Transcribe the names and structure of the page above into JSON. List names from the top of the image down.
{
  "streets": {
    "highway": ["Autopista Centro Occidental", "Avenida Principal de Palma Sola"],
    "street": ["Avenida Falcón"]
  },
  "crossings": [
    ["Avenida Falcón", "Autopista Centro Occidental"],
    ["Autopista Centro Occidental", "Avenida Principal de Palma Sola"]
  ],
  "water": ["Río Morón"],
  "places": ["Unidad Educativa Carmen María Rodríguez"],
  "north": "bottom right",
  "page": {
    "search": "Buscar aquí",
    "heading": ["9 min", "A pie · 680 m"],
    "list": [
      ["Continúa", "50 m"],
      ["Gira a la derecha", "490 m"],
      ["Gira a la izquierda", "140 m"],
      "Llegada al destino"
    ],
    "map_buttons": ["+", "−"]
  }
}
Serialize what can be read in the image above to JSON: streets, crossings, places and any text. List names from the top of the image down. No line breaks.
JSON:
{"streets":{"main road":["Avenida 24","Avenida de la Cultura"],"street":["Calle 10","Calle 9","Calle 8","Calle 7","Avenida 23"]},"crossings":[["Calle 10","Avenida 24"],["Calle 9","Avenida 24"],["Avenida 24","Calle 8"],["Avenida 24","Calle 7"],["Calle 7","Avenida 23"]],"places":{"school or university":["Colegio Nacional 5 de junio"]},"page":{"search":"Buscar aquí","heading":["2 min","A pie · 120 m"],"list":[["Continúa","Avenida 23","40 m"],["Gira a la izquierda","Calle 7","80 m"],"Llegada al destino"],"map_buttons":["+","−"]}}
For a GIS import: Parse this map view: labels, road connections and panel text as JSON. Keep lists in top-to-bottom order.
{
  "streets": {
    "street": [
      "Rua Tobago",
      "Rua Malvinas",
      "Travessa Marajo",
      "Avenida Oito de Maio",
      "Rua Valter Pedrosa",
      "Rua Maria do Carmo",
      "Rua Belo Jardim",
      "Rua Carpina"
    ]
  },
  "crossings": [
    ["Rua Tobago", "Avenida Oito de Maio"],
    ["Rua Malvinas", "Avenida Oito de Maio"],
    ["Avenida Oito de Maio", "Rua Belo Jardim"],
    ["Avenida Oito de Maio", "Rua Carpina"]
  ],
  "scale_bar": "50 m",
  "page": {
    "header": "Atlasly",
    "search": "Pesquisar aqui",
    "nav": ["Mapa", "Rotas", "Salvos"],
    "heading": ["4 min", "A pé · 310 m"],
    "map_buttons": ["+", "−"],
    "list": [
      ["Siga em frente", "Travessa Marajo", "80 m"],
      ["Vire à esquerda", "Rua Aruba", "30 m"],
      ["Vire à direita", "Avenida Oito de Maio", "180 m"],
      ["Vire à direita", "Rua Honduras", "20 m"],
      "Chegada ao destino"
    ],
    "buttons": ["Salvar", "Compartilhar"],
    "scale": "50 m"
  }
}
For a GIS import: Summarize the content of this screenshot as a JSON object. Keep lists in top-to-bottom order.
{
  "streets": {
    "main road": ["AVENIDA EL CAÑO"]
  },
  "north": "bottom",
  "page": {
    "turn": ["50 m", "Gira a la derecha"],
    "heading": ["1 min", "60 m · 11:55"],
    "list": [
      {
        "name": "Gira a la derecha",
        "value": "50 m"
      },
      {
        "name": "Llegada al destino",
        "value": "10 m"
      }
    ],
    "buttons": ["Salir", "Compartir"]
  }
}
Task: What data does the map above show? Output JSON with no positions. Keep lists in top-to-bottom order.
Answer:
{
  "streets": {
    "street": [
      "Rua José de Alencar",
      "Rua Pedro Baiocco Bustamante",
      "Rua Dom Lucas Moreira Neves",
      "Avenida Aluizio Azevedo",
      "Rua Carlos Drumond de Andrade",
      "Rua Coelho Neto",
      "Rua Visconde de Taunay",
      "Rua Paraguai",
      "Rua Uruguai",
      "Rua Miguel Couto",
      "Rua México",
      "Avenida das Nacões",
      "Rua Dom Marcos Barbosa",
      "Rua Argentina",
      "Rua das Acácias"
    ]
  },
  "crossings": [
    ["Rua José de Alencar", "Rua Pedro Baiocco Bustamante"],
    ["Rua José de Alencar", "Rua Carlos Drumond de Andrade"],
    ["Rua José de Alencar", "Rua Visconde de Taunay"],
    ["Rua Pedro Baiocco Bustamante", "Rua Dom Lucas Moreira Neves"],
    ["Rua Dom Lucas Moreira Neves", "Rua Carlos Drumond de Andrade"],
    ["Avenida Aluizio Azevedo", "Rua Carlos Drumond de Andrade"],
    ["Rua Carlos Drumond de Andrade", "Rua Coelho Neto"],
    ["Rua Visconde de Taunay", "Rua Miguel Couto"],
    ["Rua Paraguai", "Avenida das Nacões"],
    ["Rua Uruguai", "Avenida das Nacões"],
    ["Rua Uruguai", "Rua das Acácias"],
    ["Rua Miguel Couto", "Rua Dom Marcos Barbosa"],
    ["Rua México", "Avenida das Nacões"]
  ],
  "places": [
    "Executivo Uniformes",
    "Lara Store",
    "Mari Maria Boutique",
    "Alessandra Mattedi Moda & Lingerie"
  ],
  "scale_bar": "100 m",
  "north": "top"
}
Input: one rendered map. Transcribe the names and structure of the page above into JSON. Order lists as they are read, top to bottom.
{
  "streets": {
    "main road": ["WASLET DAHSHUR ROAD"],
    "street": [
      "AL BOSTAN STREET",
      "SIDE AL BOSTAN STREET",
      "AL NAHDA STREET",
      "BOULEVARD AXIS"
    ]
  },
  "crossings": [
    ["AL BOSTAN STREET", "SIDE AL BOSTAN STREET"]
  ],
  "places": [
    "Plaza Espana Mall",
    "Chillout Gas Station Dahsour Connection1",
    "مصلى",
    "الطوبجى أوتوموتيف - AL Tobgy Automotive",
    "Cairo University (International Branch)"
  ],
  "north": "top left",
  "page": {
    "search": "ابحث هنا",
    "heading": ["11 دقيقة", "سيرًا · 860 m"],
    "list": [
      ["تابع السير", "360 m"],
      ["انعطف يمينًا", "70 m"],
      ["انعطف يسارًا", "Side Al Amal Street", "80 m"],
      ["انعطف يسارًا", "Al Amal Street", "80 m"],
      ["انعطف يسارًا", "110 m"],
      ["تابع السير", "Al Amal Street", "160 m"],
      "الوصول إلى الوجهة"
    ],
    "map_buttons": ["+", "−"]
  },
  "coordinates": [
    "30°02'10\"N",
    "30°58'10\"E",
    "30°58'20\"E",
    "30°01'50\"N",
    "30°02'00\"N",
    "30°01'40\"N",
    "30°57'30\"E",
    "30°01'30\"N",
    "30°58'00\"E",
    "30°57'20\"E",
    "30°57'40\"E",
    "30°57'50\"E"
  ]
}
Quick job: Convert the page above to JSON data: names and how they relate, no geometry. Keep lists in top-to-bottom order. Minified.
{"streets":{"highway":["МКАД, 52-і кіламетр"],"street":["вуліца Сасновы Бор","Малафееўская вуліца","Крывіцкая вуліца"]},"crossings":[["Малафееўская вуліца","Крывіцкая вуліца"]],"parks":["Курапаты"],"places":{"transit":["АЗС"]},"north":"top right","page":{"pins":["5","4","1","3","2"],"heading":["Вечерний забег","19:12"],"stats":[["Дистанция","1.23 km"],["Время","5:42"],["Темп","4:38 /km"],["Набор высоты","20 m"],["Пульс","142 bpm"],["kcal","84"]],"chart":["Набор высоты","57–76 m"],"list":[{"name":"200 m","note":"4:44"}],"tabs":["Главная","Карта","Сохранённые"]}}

******

Task
Each line of the data that contains "BOSTAN" should be counted; please give only the number.

Task answer
3